The Geodesy package implements geodetic transformations bewteen various coordinate systems.
# start with a GPS coordinate, which is a [longitude, latitude, altitude] (LLA) location in the WGS84 datum
lla_src = LLA{WGS84}(.1167, 51.5, 0.0)
# = Geodesy.LLA{WGS84}
# lon: Float64 0.1167
# lat: Float64 51.5
# alt: Float64 0.0
# define a destination GPS coordinate
lla_dest = LLA{WGS84}(0.11706002390375786,51.500449405987546,0.00024498533457517624)
# convert them to Earth Centered Earth Fixed corrdinates (a Cartesian cordinate system)
ecef_src = ECEF(lla_src)
# transform the destination into a coordinate frame centered at the source location, and with axis directions East, North, and Up (ENU)
# (this basically gives a direction from lla_src to lla_dest)

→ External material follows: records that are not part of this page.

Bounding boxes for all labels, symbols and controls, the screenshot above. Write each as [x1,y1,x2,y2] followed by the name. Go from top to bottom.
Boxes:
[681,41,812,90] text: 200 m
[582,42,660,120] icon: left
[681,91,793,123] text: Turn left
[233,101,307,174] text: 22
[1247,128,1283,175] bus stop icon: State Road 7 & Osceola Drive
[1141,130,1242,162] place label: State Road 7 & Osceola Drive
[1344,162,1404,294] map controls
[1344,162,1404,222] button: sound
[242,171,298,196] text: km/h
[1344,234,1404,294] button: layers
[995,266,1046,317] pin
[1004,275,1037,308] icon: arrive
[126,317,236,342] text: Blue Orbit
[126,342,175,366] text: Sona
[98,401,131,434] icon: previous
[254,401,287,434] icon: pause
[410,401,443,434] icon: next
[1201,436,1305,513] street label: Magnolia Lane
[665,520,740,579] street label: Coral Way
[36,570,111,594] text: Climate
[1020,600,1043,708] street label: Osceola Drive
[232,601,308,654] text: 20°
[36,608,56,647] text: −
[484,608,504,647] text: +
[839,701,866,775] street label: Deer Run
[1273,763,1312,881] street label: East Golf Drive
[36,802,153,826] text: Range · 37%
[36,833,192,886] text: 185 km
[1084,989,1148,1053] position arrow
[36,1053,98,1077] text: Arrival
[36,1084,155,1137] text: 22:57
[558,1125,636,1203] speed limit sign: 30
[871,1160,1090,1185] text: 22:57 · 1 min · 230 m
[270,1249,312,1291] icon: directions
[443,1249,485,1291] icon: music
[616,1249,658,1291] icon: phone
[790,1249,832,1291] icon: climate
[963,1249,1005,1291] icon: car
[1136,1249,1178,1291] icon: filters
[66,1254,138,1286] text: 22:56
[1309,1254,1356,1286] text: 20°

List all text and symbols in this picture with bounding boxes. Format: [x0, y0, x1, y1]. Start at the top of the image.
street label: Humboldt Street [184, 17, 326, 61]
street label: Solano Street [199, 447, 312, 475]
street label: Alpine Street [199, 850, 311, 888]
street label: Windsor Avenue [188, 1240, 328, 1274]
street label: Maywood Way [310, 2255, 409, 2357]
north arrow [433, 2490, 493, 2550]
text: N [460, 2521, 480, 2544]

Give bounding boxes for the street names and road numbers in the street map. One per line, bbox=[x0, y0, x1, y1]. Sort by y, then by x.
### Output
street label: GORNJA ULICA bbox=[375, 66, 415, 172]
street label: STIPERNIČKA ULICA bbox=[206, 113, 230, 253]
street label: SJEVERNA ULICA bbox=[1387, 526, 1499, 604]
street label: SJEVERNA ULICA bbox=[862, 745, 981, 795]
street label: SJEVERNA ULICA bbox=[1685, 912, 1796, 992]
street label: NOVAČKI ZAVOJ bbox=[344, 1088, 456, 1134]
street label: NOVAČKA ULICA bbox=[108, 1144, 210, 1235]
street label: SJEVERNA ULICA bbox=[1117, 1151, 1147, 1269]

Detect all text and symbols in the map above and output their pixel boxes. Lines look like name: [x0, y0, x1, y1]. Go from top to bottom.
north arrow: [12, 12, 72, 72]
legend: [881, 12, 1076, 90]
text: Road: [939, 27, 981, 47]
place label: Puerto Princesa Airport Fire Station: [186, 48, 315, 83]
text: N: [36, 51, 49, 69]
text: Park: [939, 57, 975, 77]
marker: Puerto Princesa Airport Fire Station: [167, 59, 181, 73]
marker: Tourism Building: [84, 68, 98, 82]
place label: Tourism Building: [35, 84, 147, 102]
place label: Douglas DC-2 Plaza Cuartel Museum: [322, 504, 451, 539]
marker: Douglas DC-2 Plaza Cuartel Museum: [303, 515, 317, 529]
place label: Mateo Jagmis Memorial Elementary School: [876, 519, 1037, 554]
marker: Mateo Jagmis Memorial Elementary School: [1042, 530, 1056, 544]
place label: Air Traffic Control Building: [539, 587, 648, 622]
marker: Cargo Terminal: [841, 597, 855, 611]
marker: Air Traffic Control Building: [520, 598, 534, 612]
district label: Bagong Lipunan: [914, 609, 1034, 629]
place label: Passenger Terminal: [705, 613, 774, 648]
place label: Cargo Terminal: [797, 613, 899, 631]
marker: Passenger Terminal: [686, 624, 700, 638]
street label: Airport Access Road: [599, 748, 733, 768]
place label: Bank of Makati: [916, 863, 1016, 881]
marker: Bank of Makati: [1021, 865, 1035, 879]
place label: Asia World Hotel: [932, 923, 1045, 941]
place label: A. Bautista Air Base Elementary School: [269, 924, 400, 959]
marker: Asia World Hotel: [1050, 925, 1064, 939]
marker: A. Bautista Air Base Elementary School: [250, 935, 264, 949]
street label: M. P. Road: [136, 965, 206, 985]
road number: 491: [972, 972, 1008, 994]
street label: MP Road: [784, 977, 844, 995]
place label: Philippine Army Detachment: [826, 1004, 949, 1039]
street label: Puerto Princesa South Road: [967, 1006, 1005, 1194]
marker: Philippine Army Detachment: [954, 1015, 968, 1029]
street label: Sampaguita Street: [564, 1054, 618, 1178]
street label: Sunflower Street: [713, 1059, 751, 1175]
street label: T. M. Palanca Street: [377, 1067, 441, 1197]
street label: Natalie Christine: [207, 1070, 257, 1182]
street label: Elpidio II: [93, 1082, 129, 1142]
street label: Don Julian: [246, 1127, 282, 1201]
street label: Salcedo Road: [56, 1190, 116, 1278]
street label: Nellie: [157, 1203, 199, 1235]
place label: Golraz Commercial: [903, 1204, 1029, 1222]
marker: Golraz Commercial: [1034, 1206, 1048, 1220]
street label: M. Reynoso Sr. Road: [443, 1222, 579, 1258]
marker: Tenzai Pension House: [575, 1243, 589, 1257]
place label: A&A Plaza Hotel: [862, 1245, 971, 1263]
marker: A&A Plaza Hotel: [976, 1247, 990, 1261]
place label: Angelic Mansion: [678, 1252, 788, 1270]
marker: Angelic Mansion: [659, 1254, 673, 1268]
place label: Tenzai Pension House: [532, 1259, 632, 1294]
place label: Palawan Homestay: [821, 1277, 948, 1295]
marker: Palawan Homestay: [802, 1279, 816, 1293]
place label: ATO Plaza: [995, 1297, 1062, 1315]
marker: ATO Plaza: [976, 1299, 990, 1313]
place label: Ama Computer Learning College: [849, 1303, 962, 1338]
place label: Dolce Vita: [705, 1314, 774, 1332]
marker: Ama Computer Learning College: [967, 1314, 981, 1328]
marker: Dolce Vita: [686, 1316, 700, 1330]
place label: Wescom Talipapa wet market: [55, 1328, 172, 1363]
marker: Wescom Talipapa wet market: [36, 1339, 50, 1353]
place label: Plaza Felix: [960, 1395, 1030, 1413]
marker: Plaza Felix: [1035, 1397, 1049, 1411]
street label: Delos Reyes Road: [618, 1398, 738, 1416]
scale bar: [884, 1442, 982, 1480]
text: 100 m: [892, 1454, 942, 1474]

enu_dest = ENU(lla_dest, lla_src)
# = Geodesy.ENU{Geodesy.UnknownRef}
# east: Float64 25.00000000000066
# north: Float64 49.99999999967102
# up: Float64 -3.318305630273244e-10
# show the datums and subtypes of datums known to this package
get_datums()
#= "ED50 (StaticDatum)"
# "NAD27 (StaticDatum)"
# "OSGB36 (StaticDatum)"
# "WGS84 (StaticDatum)"
# "ETRS89 (DynDatum)"
# "GDA94 (DynDatum)"
# "NAD83 (DynDatum)"
# "UnknownDatum"
# "AIRY_ELLIPSE (Ellipse)"
# "CLARKE66_ELLIPSE (Ellipse)"
# "CustomEllipse{T<:Ellipsoid} (Ellipse)"
# "GRS80_ELLIPSE (Ellipse)"
# "HAYFORD_ELLIPSE (Ellipse)"
# "WGS84_ELLIPSE (Ellipse)"
More detailed usage is given below
View the above as a data structure
The above images gives a quick picture of the components of the coordinate reference systems used in geodesy, with the data structure link showing the data structure used by the EPSG authority for the WGS84 (GPS) coordinate reference system as shown on their EPSG website).
This Geodesy package is intended for use with the "Coordinate System" subtypes shown above. Following this Geodesy position types do not have full datum knowledge (e.g. where the coordinate system's origin is relative to the Earth), only the reference ellipsoid required to perform the coordindate system transforms. Transforms defined in this package convert between coordinate systems (e.g. longitude latitude height -> cartesian etc), although a coordinate reference system type is currently provided to facilitate importing and exporting data.
The below types are parameterised by a reference datum. Note that the coordinate system types only "understands" the datum's ellipse; however using a datum type as a parameter is a convenient way to get the reference ellipse while also stopping direct comparison of points from different datums (that may use the same ellipse). A discussion on datums vs ellipses is given later in this readme.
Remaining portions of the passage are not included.